__Provided data__
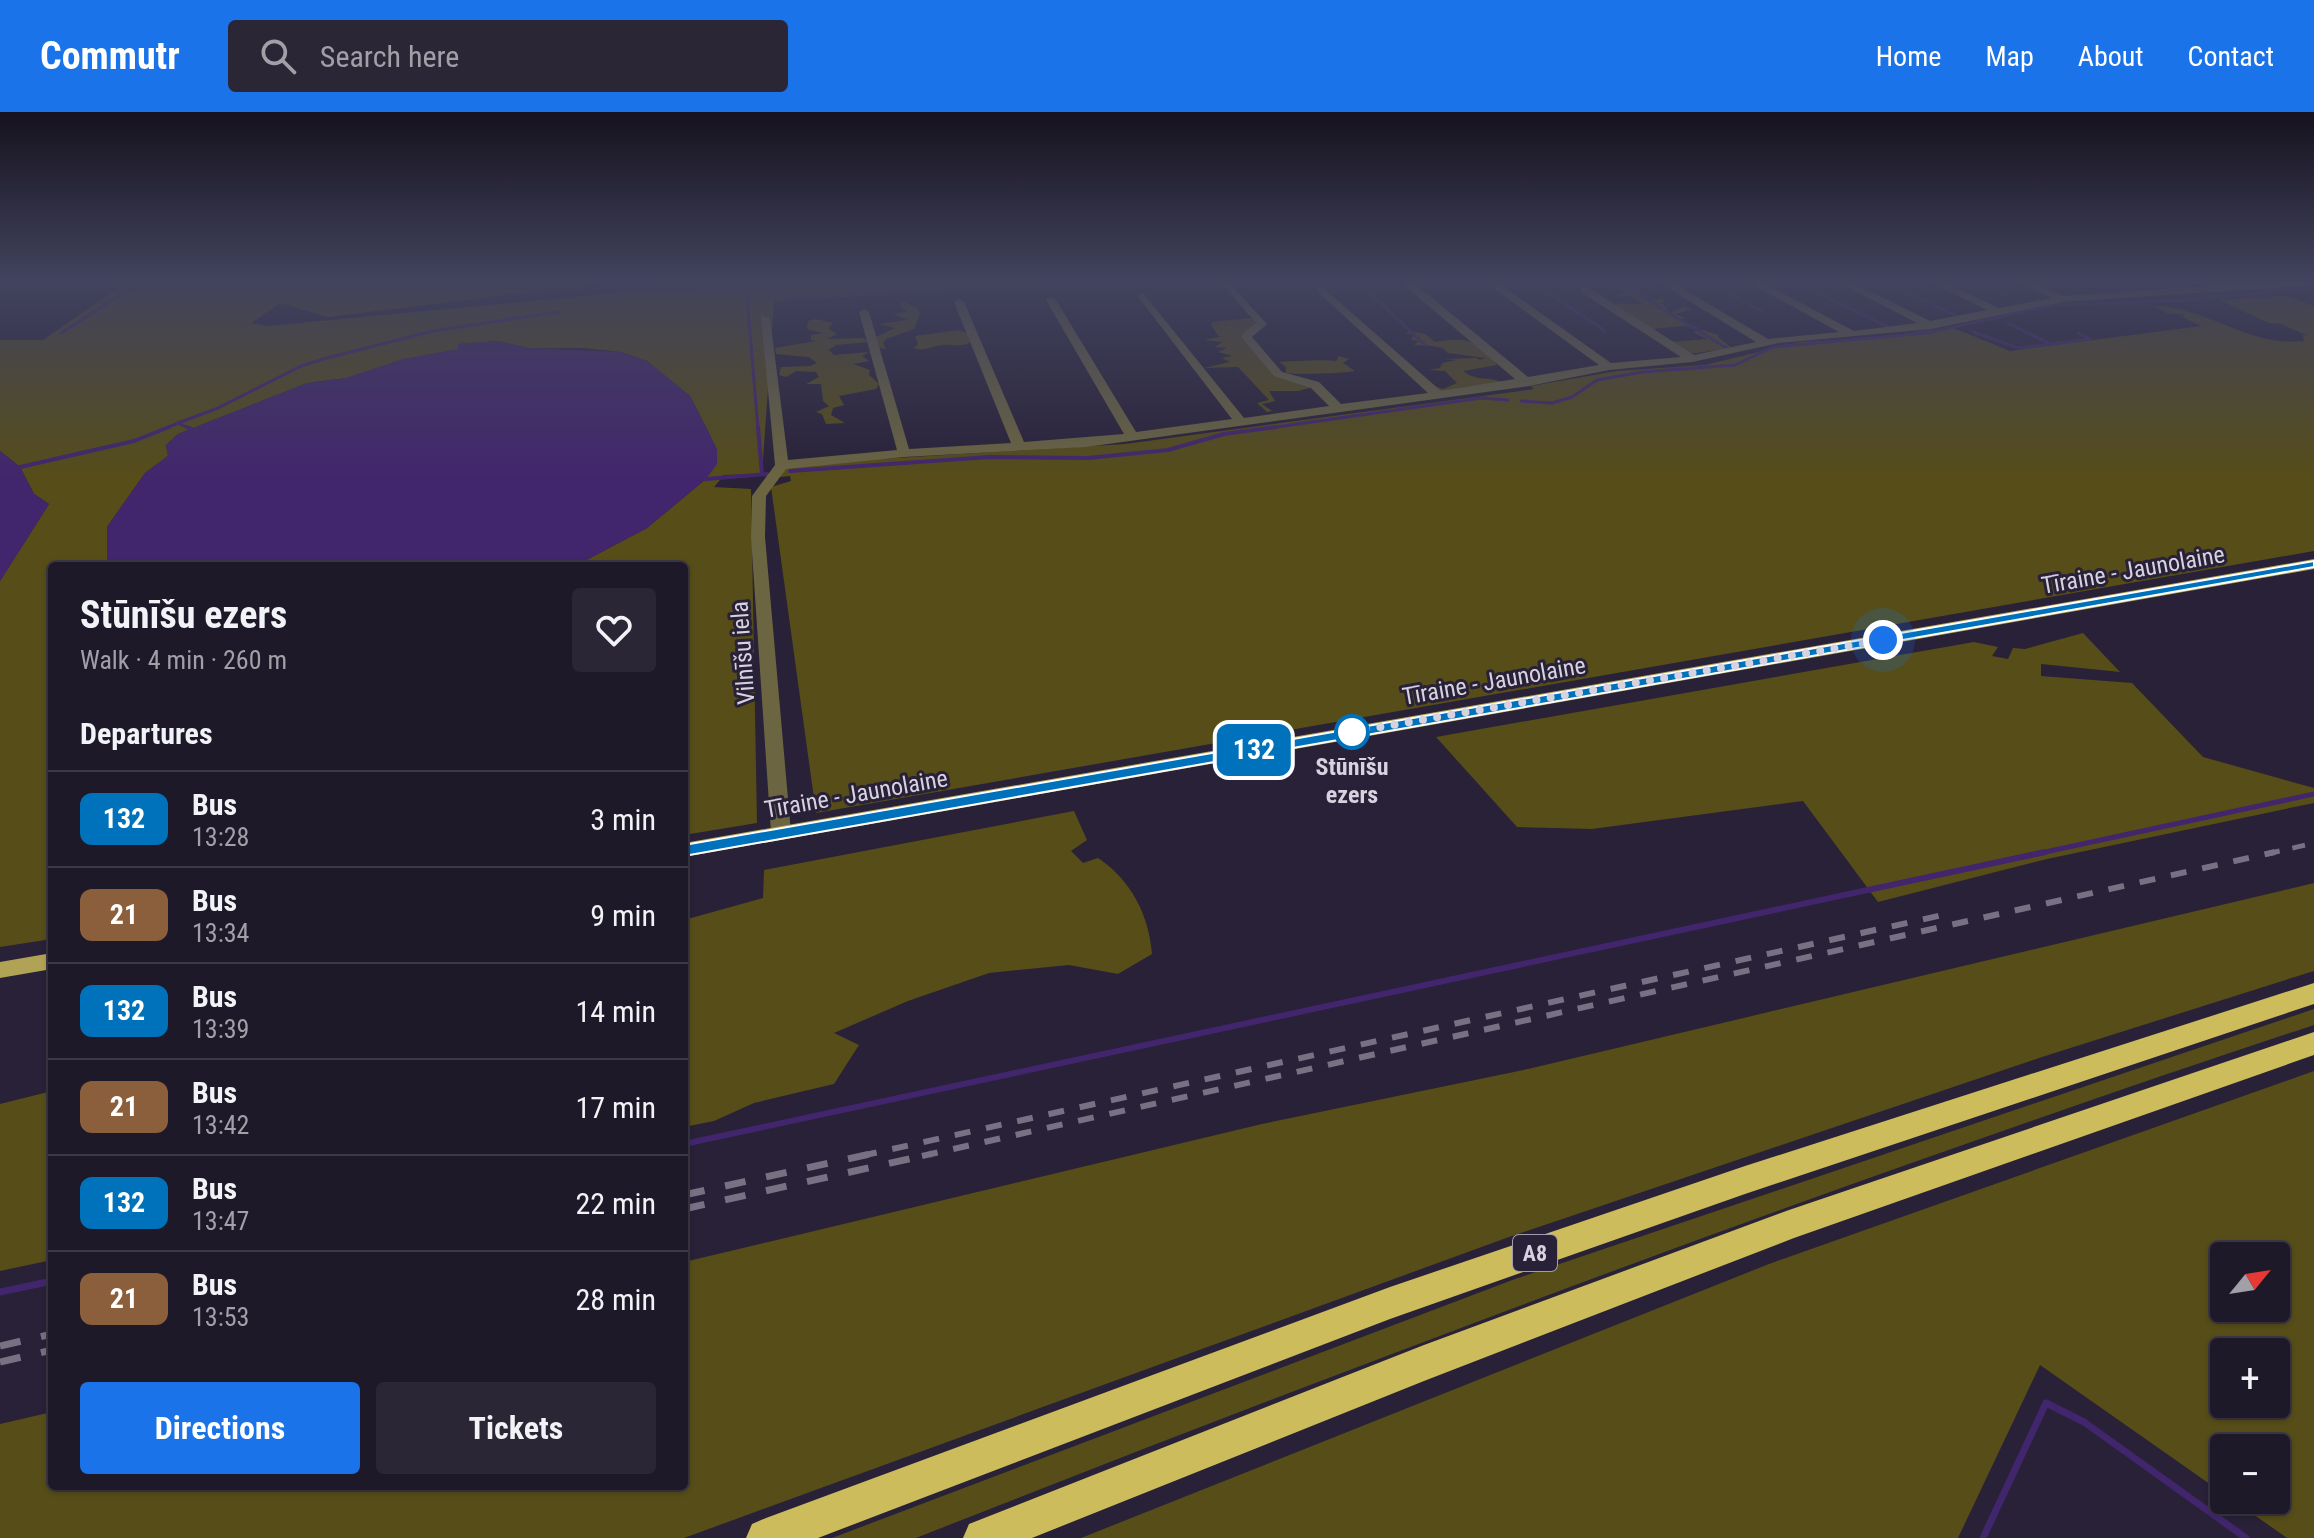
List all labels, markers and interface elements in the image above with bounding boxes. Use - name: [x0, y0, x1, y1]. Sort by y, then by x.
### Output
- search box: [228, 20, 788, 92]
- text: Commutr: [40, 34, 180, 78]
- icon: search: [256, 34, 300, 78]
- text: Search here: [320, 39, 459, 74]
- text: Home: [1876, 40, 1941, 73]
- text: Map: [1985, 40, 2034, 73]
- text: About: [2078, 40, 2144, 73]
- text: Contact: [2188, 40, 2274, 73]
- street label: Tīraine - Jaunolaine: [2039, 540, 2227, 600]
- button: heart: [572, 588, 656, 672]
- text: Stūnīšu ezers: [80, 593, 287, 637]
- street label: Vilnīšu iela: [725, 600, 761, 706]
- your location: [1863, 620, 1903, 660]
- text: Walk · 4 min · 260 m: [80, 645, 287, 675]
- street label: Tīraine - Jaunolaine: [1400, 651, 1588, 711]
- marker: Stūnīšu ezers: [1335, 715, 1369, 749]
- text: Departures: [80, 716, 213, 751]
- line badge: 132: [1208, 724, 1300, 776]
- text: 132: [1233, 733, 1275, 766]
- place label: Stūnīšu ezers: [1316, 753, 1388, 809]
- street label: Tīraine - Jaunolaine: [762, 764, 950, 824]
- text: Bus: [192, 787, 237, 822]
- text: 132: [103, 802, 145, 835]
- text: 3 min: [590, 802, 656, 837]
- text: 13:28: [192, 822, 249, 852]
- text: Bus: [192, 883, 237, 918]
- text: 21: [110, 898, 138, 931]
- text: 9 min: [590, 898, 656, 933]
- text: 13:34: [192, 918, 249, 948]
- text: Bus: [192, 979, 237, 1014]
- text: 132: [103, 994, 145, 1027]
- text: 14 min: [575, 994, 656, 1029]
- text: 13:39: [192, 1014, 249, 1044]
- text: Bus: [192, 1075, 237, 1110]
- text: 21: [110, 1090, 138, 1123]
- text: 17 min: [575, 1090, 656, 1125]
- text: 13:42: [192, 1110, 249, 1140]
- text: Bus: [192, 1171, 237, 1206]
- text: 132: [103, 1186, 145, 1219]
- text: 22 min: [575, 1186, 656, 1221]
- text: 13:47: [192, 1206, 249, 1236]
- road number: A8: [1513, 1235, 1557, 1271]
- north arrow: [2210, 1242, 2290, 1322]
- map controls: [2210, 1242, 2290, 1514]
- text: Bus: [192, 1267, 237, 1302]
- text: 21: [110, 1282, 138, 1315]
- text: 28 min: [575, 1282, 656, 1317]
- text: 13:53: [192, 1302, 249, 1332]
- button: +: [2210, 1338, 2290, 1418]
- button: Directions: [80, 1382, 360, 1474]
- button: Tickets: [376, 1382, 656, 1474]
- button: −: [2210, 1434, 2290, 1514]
...
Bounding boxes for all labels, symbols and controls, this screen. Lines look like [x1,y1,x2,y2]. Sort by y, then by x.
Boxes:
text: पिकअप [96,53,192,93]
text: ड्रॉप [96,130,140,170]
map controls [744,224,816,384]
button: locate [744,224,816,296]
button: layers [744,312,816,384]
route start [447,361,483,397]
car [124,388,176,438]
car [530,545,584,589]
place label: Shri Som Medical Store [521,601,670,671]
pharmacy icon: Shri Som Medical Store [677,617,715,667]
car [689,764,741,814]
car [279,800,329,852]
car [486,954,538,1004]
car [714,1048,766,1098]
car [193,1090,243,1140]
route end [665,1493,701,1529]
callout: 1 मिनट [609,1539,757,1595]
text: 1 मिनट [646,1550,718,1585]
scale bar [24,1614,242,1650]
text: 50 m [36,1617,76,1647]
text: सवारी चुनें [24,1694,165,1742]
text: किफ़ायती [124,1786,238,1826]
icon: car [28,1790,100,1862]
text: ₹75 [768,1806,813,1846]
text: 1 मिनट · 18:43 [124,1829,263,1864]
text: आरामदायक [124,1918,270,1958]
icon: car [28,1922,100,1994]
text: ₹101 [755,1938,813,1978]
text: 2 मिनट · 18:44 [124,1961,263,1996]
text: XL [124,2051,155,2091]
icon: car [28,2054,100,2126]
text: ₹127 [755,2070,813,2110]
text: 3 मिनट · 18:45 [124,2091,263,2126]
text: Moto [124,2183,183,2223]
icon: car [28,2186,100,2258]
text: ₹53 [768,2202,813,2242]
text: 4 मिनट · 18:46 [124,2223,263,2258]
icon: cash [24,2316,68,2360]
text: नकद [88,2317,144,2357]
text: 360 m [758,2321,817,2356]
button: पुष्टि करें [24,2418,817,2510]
==
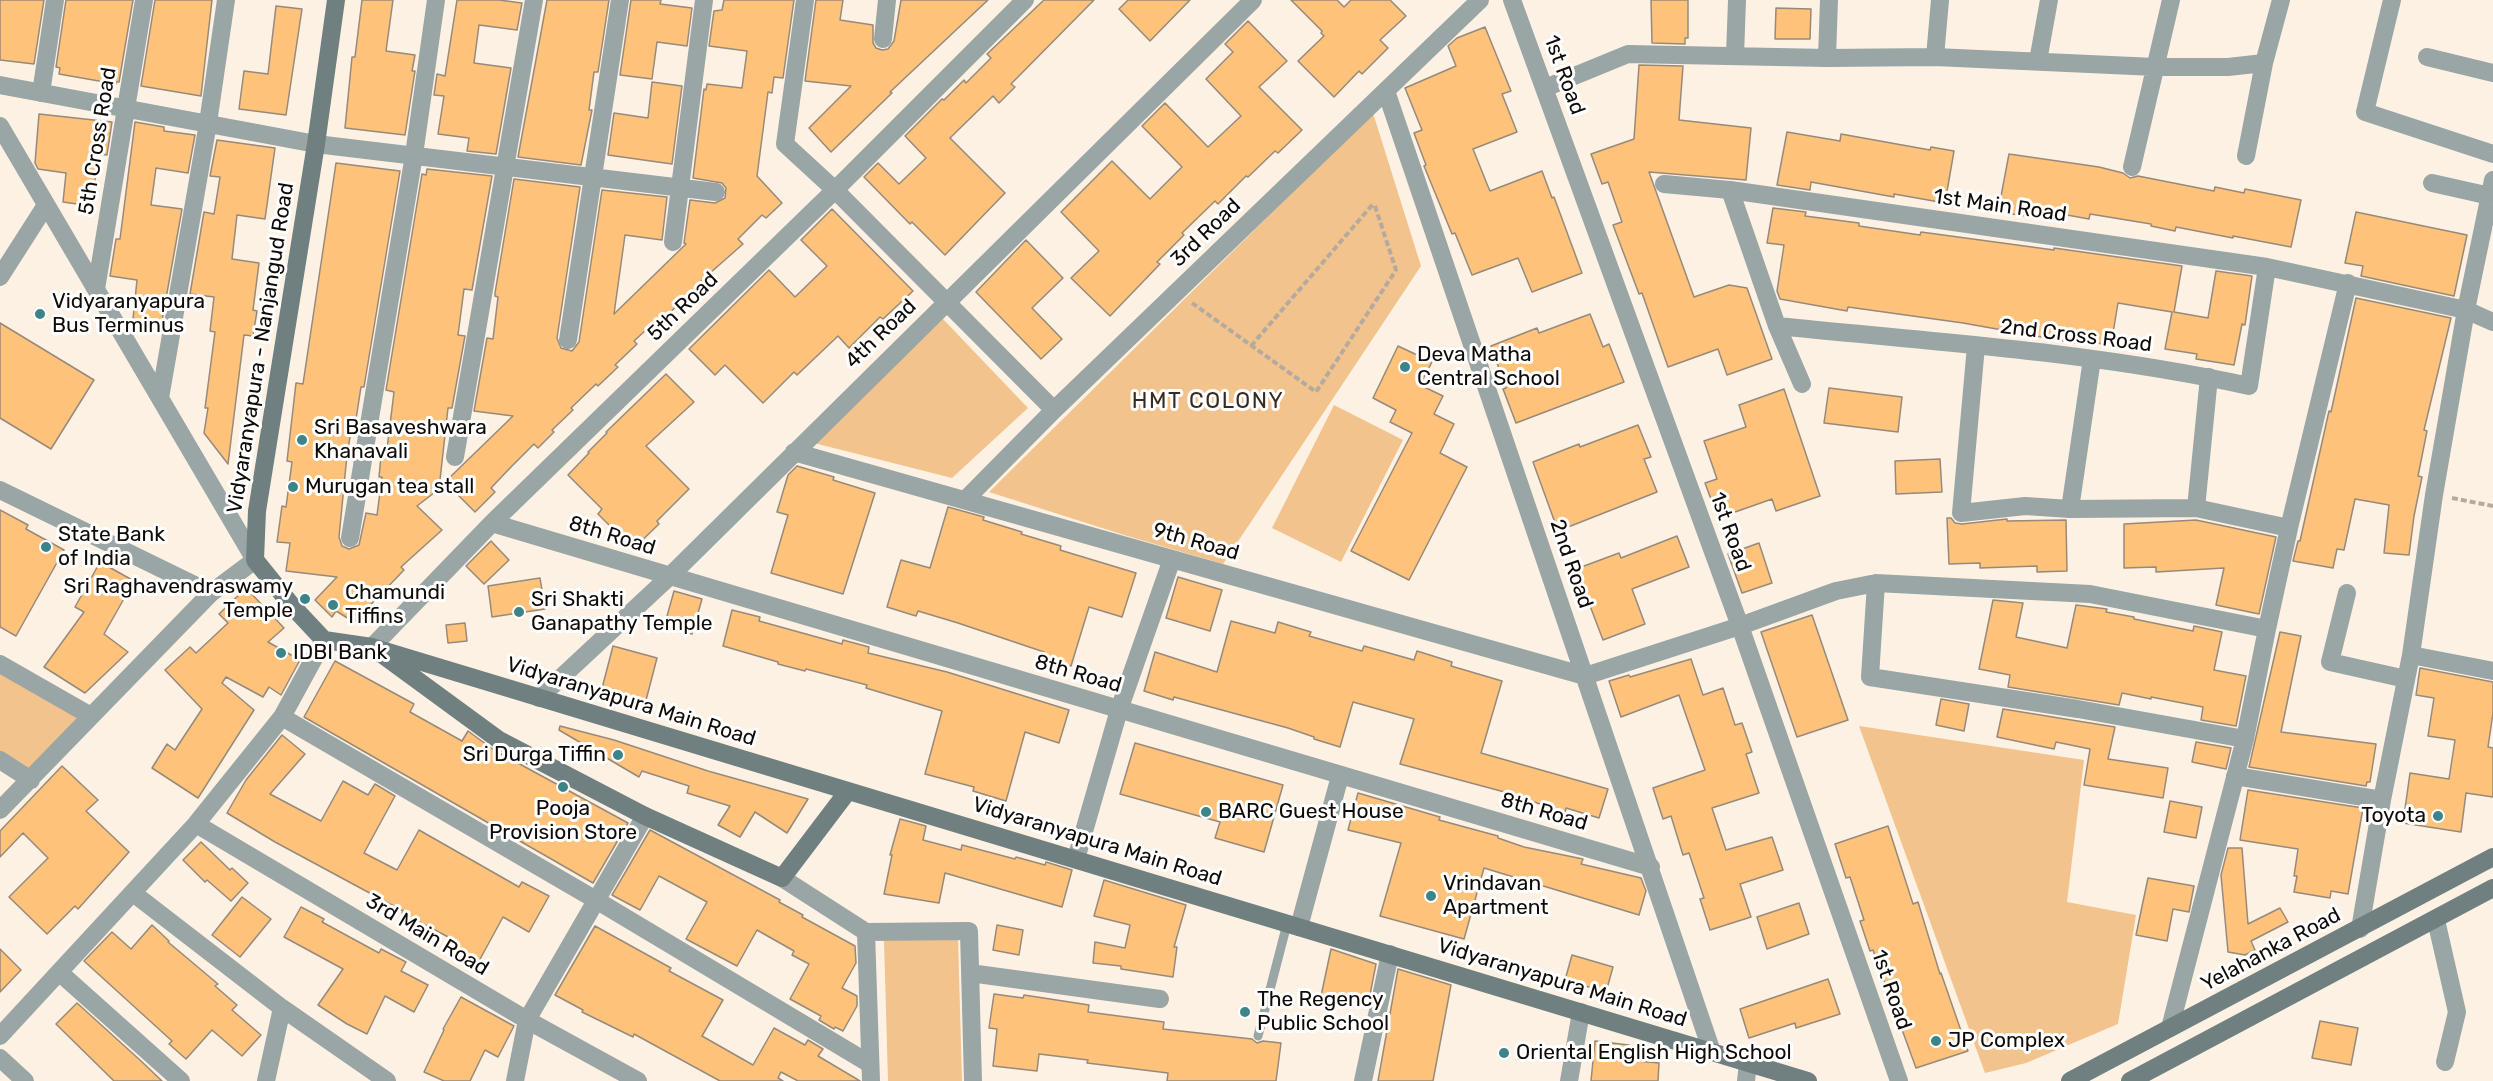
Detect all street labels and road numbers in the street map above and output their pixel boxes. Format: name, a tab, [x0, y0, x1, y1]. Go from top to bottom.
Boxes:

__What needs to be done__
Filter the entries above down to the lines that contain the word "name".

__Your solution__
List all labels, markers and interface elements in the image above with bounding boxes. Use - name: [x0, y0, x1, y1]. Sort by y, then by x.
Detect all street labels and road numbers in the street map above and output their pixel boxes. Format: name, a tab, [x0, y0, x1, y1]. Go from top to bottom.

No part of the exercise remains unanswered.